- Born: Amelia Steele Givin October 31, 1845 Pennsylvania
- Died: 5 October 1915 (aged 69) Pennsylvania
- Occupation(s): Businesswoman, Philanthropist
- Known for: Businesswoman, Philanthropist, and World Traveler

= Amelia S. Givin =

American businesswoman, philanthropist (1845–1915)

Amelia Steele Givin (October 31, 1845 – October 5, 1915) (later Mrs. Amelia S. Beall) was a businesswoman, philanthropist, and world traveler from Cumberland County, Pennsylvania. Although her philanthropic ventures were numerous and spanned her lifetime, Givin's most discernible contribution was her funding of the Amelia S. Givin Free Library in her hometown of Mount Holly Springs, Pennsylvania.

== Early life and family ==
Givin grew up with her family near Mount Holly Springs, Pennsylvania, where her father, Robert Givin, and her uncle owned a paper mill. However, in 1865, when Amelia was about age 20, the Givin's house burned down and they moved to Carlisle, PA. Robert Givin was a respected and prosperous businessman and banker, acting as president of both the Mount Holly Paper Mill and the Farmers' Bank in Carlisle. Besides Amelia, Robert and his wife Sara (Gibson) Givin bore four sons, David, James, Samuel, and Robert. When her father died in 1879, thirty-three-year-old Amelia took over his role in running the family mill business. Less than a decade later in 1887, Amelia's mother died and Amelia inherited from her father's large fortune.

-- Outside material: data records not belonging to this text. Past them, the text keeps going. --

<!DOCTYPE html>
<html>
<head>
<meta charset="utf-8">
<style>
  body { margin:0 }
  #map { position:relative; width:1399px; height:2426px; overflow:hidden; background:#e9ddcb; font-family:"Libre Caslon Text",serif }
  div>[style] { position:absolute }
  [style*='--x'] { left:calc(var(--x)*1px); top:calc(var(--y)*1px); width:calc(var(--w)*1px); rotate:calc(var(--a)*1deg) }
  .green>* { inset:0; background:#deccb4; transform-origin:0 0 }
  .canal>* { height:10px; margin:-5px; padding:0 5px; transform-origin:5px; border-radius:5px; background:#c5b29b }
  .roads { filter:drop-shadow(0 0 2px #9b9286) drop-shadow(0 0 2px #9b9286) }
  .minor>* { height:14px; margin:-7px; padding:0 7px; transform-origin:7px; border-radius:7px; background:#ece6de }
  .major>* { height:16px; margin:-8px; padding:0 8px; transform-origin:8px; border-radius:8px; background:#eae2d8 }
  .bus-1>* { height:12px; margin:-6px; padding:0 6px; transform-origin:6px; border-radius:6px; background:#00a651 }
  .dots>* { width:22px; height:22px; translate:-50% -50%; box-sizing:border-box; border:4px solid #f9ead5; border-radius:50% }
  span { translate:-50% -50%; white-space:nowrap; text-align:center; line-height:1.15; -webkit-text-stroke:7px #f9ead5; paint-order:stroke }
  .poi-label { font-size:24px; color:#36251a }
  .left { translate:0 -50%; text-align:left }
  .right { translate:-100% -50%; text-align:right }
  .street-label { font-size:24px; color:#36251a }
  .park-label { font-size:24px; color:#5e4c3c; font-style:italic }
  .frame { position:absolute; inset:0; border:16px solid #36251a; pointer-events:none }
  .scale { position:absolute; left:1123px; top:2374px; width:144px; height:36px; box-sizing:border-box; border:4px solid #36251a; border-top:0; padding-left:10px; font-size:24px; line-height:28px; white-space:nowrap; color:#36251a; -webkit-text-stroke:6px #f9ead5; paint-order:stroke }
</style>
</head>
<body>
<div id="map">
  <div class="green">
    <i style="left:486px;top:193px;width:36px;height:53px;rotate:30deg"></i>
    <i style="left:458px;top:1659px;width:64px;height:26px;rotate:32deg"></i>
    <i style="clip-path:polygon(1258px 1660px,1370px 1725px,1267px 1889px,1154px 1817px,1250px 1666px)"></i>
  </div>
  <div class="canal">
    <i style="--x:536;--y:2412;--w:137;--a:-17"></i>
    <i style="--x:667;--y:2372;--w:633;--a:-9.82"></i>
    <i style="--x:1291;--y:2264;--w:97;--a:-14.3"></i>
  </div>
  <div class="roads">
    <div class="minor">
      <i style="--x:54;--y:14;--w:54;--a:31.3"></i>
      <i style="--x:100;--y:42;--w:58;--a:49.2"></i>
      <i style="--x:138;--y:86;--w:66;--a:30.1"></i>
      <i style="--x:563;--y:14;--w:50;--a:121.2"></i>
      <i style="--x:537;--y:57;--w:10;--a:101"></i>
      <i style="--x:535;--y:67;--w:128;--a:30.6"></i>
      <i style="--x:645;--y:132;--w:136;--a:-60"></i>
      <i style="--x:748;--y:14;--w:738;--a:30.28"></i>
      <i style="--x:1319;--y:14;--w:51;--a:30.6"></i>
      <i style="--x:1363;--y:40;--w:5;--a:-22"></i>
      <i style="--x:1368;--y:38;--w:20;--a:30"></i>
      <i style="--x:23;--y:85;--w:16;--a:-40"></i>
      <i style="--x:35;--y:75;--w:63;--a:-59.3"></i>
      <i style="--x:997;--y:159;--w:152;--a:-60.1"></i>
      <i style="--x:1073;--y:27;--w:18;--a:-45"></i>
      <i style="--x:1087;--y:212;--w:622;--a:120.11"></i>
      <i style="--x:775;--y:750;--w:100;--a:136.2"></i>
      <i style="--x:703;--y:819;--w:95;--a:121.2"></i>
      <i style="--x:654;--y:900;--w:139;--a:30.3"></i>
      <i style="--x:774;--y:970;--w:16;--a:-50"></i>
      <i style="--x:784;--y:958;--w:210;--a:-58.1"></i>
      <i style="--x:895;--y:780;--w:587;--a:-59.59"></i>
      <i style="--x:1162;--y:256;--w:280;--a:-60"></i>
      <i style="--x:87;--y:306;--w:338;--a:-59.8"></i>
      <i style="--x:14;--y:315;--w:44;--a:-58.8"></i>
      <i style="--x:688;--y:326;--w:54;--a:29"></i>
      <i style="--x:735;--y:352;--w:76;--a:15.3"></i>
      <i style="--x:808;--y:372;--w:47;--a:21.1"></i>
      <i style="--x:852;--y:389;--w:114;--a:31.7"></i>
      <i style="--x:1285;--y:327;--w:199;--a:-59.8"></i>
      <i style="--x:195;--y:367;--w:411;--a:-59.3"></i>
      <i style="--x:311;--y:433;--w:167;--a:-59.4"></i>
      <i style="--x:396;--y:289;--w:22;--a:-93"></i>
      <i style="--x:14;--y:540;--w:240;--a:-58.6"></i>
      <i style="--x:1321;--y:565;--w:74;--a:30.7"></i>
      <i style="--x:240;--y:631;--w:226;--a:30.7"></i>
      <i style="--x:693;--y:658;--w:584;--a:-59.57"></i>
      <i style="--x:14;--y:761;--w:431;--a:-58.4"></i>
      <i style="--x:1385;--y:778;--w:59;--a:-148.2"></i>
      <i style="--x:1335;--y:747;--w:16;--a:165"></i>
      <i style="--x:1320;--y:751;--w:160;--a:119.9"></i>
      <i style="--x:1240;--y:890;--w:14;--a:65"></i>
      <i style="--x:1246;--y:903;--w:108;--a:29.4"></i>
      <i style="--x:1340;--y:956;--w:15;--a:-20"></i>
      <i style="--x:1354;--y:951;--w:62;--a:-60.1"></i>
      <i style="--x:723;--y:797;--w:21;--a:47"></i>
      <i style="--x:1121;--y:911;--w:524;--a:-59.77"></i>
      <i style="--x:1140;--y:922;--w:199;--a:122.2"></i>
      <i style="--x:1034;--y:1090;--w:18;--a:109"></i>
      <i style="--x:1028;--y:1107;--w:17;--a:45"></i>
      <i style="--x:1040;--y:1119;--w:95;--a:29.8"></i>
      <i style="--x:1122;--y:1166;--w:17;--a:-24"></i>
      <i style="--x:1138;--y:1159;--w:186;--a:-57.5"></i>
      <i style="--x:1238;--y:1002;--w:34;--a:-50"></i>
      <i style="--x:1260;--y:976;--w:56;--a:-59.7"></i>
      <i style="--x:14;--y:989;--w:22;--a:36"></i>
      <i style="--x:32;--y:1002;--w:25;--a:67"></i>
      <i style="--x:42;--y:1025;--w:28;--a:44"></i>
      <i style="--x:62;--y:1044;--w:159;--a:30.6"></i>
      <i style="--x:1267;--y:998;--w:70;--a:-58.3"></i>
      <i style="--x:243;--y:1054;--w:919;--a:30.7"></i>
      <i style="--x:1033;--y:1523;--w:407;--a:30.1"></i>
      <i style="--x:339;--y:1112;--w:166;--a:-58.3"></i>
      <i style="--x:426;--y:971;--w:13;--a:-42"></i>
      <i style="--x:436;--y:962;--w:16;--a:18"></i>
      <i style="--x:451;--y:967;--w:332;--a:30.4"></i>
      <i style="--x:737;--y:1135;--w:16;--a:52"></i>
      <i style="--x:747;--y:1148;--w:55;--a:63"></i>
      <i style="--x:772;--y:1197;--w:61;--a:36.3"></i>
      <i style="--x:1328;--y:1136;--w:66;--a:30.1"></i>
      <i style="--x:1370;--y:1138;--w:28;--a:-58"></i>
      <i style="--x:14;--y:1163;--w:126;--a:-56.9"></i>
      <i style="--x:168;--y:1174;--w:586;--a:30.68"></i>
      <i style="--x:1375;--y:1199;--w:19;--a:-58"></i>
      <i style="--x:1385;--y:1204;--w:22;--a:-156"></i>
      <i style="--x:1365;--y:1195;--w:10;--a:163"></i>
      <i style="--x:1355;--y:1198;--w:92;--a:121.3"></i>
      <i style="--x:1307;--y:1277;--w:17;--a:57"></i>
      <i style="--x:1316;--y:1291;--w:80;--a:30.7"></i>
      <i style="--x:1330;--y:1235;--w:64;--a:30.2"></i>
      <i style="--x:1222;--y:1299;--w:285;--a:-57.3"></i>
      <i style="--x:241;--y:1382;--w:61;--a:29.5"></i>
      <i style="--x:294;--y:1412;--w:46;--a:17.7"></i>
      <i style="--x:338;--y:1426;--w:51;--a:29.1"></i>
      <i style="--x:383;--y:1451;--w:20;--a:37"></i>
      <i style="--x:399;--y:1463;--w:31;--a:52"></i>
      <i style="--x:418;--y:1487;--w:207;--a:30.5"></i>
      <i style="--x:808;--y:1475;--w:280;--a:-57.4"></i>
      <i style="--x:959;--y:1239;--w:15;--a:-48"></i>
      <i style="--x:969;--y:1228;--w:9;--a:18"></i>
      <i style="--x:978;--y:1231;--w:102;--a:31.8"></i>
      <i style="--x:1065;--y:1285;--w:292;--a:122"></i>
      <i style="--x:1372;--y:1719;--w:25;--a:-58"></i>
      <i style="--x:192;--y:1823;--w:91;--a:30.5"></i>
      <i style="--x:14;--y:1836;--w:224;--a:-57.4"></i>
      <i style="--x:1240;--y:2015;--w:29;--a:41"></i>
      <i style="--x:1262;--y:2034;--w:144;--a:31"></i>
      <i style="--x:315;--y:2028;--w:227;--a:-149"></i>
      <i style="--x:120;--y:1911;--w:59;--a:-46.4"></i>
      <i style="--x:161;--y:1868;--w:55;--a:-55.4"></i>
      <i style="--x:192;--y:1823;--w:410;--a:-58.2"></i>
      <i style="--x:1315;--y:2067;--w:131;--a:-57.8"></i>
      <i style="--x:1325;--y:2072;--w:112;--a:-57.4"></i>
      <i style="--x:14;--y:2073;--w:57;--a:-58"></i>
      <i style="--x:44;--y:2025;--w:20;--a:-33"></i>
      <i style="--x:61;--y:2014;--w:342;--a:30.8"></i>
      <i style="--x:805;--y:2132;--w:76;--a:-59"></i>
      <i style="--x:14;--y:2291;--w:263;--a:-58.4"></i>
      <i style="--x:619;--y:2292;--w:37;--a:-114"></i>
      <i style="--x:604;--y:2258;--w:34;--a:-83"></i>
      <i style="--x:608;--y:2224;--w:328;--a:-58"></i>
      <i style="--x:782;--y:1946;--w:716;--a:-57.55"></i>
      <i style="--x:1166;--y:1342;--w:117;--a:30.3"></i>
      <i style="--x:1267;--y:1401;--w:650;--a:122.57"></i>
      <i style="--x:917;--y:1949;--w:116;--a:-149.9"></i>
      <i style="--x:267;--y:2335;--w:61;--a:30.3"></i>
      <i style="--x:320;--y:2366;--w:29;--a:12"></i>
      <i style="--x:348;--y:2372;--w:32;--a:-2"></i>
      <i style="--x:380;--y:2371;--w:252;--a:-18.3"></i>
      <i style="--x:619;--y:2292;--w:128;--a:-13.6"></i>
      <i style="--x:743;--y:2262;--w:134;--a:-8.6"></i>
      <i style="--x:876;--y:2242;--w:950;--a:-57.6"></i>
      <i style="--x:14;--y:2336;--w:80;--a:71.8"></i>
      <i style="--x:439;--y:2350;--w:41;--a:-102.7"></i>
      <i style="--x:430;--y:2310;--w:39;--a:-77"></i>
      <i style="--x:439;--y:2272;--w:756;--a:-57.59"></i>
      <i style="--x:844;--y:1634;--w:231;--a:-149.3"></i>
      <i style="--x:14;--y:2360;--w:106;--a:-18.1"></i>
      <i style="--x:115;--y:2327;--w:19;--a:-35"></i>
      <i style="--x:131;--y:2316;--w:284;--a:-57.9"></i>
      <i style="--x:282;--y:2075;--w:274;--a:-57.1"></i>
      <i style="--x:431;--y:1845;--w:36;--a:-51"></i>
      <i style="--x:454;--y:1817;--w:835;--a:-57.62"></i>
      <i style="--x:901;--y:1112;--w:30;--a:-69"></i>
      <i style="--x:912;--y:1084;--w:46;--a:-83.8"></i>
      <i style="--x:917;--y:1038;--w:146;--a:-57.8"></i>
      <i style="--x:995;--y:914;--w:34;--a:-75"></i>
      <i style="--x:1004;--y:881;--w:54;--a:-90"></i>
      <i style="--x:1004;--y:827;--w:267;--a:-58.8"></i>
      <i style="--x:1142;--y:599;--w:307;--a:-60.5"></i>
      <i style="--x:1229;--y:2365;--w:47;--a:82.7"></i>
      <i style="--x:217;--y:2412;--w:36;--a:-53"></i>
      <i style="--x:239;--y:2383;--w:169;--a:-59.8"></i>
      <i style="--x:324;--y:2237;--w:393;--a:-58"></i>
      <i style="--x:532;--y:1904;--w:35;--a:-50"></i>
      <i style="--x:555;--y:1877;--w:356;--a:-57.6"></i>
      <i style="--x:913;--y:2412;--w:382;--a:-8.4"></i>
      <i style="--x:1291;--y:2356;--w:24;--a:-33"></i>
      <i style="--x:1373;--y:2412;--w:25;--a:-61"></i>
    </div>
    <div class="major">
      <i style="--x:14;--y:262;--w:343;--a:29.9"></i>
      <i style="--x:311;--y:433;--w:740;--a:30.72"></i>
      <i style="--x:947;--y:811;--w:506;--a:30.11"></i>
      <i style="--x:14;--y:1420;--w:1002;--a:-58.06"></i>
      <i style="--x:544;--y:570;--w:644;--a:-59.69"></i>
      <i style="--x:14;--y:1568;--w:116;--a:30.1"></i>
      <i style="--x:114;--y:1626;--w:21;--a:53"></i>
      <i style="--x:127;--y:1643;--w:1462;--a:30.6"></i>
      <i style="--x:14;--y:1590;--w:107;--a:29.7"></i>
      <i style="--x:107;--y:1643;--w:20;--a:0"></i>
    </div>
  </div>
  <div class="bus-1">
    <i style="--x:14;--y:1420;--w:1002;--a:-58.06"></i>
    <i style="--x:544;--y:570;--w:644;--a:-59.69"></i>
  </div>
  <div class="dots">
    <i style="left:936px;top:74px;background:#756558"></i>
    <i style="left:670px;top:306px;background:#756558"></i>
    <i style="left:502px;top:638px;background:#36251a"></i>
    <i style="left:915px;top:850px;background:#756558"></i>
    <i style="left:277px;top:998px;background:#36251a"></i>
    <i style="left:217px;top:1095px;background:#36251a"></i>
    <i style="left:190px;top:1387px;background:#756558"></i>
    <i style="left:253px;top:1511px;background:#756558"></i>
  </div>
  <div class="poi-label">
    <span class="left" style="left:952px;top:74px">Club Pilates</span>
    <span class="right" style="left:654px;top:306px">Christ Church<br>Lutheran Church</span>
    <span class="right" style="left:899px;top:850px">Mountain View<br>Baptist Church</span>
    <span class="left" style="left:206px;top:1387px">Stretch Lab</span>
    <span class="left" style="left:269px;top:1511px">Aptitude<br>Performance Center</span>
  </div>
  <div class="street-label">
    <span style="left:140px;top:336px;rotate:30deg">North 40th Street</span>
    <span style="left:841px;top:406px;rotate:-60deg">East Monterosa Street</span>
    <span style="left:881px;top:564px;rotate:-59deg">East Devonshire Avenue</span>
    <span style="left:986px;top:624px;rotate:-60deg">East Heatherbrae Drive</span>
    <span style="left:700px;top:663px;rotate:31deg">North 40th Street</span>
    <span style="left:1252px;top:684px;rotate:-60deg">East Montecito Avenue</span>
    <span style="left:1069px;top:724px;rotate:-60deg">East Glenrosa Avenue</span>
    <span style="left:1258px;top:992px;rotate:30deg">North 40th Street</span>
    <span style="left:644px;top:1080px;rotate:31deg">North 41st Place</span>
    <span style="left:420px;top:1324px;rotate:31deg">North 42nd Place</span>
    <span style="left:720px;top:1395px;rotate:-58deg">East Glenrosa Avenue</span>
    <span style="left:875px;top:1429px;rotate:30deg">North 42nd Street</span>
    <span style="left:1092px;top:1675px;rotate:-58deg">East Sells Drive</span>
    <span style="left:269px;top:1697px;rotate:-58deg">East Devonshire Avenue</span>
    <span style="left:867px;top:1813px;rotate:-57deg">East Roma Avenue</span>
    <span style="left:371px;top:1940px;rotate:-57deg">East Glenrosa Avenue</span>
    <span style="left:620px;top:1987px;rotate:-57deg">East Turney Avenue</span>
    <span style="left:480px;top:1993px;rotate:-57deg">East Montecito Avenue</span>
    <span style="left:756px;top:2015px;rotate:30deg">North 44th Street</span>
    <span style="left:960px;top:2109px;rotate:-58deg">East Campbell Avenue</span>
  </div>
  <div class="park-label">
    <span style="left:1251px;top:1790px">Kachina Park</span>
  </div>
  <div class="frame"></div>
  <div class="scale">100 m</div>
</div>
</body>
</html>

== Community involvement ==
Besides meeting the needs of her business, Givin spent much of her time traveling and participating in social pursuits. She and her family were often mentioned in the Carlisle's local newspaper, and Amelia and her mother were both members of Carlisle's Second Presbyterian Church. After Carlisle's Cumberland County Chapter was organized in 1895, Givin became a member of the National Society of the Daughters of the American Revolution.
In her later years, Givin frequented the library she had helped to form.

In addition to, and as part of, her social activities, Givin dedicated a significant portion of her life and funds to charitable pursuits. In particular, Givin supported the Carlisle Hospital, the Female Benevolent Society of Carlisle, as well as the Second Presbyterian Church of which she was a member. She included in her will $30,000 for the maintenance of Carlisle Hospital. Givin also left provisions for her household employees and many family members and friends after her death.

== Amelia S. Givin Free Library ==
When Givin was in her late forties, she provided funding for building a free public library in Mount Holly Springs. For members of late 19th-century charitable women's organizations, libraries, in particular, were seen as important institutions for bringing edification to needful communities. To bring improvement to populations with little access to books, free public libraries, often traveling libraries or other informal libraries, such as those located in women's clubhouses, abounded between 1870 and 1930 through the work of civic-minded women. The library of Ms. Givin was far from informal, however. Begun in 1889 and dedicated on January 2, 1890, it had the modern conveniences of electric lights and hot water heating, as well as a fashionable Romanesque Revival structure and ornate interior design. The library took close to $500,000 to build and Givin also provided an endowment.

== Marriage ==
On June 2, 1892, a few years after the library opened, the 46-year-old Givin married Walter Beall of Cumberland, Maryland. To start off their honeymoon, they rode a special car on the Cumberland Valley Railroad on the first leg of their trip to Europe together. They never had any children. Walter died in 1905 and Amelia died close to ten years later at age 69. They were both buried at Ashland Cemetery in Carlisle.